Of special note, Aeroview has found particular success in developing hangars for larger scale craft or craft that require additional space for support equipment. Pilots of ships like Freelancers, with multiple crew housings, or Hornets, with weapons racks and a need for more intensive hull repair facilities, generally find it more cost effective to purchase a single Aeroview hangar rather than multiple SELF-LANDs.

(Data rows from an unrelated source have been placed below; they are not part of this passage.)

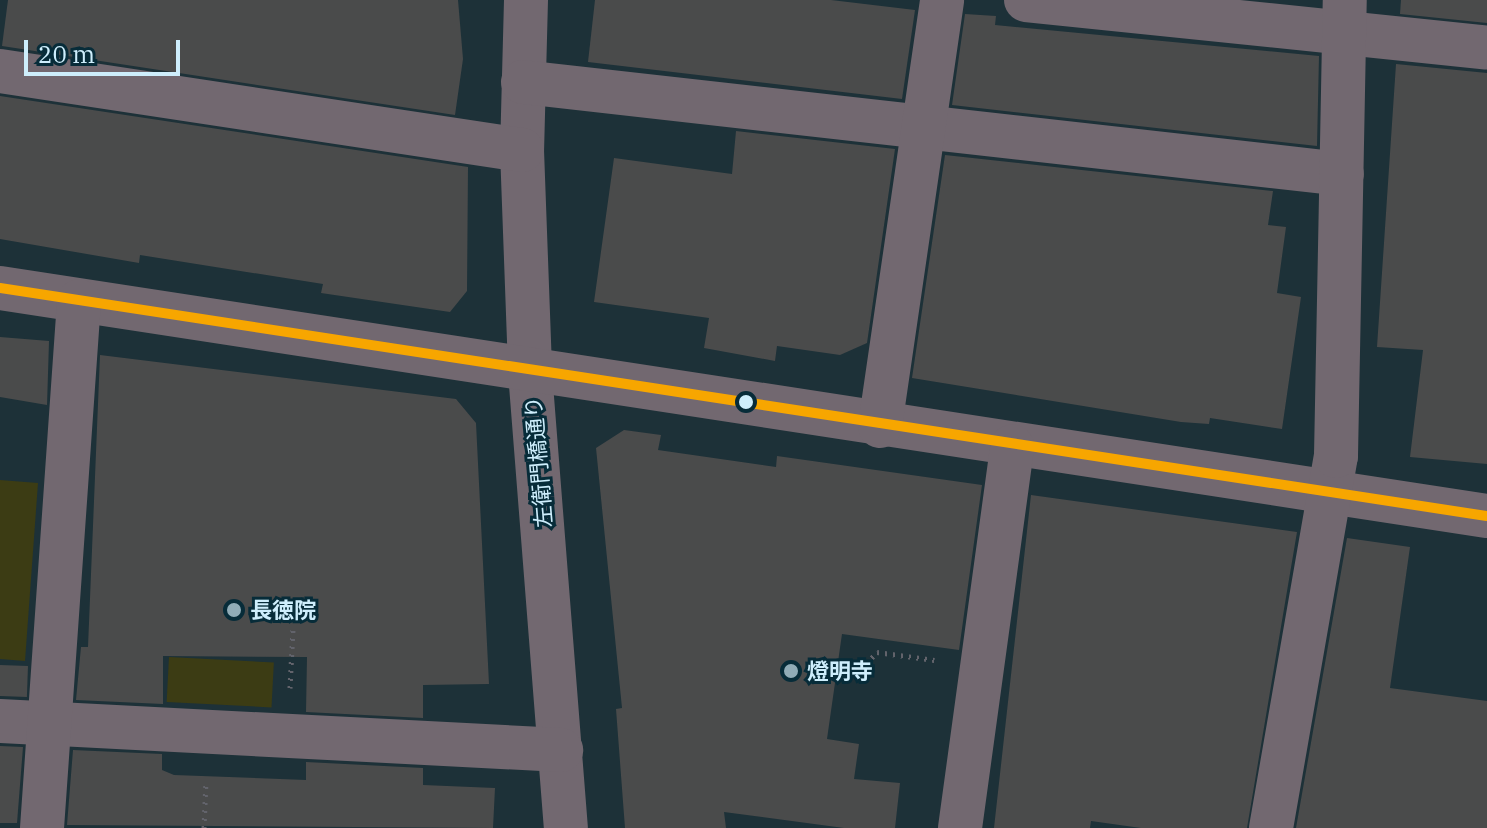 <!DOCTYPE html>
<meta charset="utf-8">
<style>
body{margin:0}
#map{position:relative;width:1487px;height:828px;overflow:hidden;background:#1d3138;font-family:"IBM Plex Serif","Noto Sans JP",serif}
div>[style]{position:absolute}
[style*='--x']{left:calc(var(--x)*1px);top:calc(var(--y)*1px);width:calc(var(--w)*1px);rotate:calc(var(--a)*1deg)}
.green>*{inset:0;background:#3c3c14;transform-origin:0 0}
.building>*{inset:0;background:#4a4b4b;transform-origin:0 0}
.path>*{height:5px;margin-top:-2.5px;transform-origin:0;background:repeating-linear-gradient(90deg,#62636b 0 2px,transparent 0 8px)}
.minor>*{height:44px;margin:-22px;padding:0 22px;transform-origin:22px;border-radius:22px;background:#726870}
.bus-1>*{height:10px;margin:-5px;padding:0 5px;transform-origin:5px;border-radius:5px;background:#f7a600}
.dots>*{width:22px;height:22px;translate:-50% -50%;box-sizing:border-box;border:4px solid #072c39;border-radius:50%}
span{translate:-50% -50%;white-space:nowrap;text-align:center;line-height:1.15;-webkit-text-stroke:6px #072c39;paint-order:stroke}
.street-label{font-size:22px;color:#ceeefc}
.poi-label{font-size:22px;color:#ceeefc;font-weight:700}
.left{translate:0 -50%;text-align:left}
.scale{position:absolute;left:24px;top:40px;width:156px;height:36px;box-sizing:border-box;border:4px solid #ceeefc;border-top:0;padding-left:10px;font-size:24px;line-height:28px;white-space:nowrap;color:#ceeefc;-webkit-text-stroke:6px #072c39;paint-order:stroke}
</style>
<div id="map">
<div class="green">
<i style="clip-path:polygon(0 480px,38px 483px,25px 661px,0 659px)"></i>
<i style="left:169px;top:657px;width:105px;height:45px;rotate:3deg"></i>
</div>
<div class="building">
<i style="clip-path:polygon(8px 0,458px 0,463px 59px,455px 115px,2px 46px)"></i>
<i style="clip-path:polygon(595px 0,831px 0,915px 10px,902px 99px,588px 62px)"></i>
<i style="clip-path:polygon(1401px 0,1487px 0,1487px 23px,1400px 14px)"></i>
<i style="clip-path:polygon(965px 14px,996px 16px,995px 25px,1319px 56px,1317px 146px,952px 105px)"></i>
<i style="clip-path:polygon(1396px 64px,1487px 73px,1487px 464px,1410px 457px,1423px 350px,1377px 347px)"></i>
<i style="clip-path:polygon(0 96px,468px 167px,467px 291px,450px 312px,321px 293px,323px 284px,140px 255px,139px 263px,0 239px)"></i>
<i style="clip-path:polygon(736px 131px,895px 149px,867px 343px,840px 355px,777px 346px,775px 361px,704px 348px,709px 318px,594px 302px,614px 158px,732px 174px)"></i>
<i style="clip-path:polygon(945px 155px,1273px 191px,1268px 225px,1286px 227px,1277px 293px,1301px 297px,1282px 429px,1210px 418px,1209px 424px,1181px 422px,912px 378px)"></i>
<i style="clip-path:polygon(0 337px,49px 341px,47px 405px,0 397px)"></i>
<i style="clip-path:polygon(100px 355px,456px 399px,476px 423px,489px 684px,423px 685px,423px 718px,306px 712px,307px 657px,163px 656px,163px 704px,76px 700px,81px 647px,88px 647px)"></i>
<i style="clip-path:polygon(624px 430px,661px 435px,658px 450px,776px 467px,777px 456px,982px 485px,959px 650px,842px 634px,827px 739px,859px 744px,854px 779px,900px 783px,895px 828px,844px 828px,724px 812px,726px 828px,625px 828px,616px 709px,622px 708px,596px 448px)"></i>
<i style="clip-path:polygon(1031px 495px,1297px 532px,1247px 828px,1141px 828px,1091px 821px,1090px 828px,994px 828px)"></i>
<i style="clip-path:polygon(1347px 538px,1410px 547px,1390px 688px,1487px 701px,1487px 828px,1296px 828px)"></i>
<i style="left:0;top:665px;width:28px;height:31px;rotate:2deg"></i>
<i style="clip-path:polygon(0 746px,23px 747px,17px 823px,0 823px)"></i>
<i style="clip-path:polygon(73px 750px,162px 754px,162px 770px,174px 775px,306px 780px,306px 762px,423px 768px,423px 785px,495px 788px,493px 828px,67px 825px)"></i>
</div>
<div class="path">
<i style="--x:855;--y:675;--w:32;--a:-46"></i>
<i style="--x:877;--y:652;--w:58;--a:8"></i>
<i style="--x:290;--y:688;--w:60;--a:-87.1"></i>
<i style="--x:204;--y:828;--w:47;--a:-87.6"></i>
</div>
<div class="minor">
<i style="--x:526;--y:0;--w:150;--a:91.5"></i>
<i style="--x:522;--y:150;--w:222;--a:87.9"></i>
<i style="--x:530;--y:372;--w:457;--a:85.5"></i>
<i style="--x:1026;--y:0;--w:463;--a:5.9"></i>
<i style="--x:0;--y:71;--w:528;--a:8.61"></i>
<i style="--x:523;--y:82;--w:824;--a:6.41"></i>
<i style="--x:0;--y:288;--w:1504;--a:8.72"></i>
<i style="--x:880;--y:426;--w:430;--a:-81.7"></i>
<i style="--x:0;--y:721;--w:562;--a:2.96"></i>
<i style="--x:42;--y:828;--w:528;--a:-85.98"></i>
<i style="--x:960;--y:828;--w:385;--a:-82.2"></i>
<i style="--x:1271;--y:828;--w:378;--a:-80.1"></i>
<i style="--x:1336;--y:456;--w:456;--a:-88.9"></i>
</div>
<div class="bus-1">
<i style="--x:0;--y:288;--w:1504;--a:8.72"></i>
</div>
<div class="dots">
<i style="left:746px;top:402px;background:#ceeefc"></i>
<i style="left:234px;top:610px;background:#90acb7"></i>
<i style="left:791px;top:671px;background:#90acb7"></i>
</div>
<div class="street-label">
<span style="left:538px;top:462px;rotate:-95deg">左衛門橋通り</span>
</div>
<div class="poi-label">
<span class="left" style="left:250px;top:610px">長徳院</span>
<span class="left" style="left:807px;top:671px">燈明寺</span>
</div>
<div class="scale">20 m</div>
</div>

When the Revel & York engineering corporation set about designing its first hangar some thirty years ago, the reaction was laughter. The company, known best for excessively expensive and visibly uncomfortable furniture, was entering a field dominated by aerospace giants. The laughter ceased quickly as the Revel & York “deluxe” line of hangars became the de-facto spacecraft garage of the rich and powerful. The company’s cavernous hangars, established on ideal landing spaces in top-dollar land agreements, earned their standing reputation for excellence and quality.
Revel & York designers work directly with pilots to develop a hangar experience like no other. R&Y is the only company currently constructing modular hangars designed to support merchantman-class spacecraft like the Constellation and Caterpillar, locking them into a valuable if small segment of the population. Their hangar designs have earned their reputation: between interlocking catwalks (with motorized lifts!) to allow pilots to supervise their spacecraft from overhead, to specially designed Greycat PV buggies for transporting ship crews from module to module, everything is designed for not just the elite pilots’ usability but also their overall enjoyment. SELFLAND and competitors make a place to put your ship; Revel & York makes a place for you to take it in.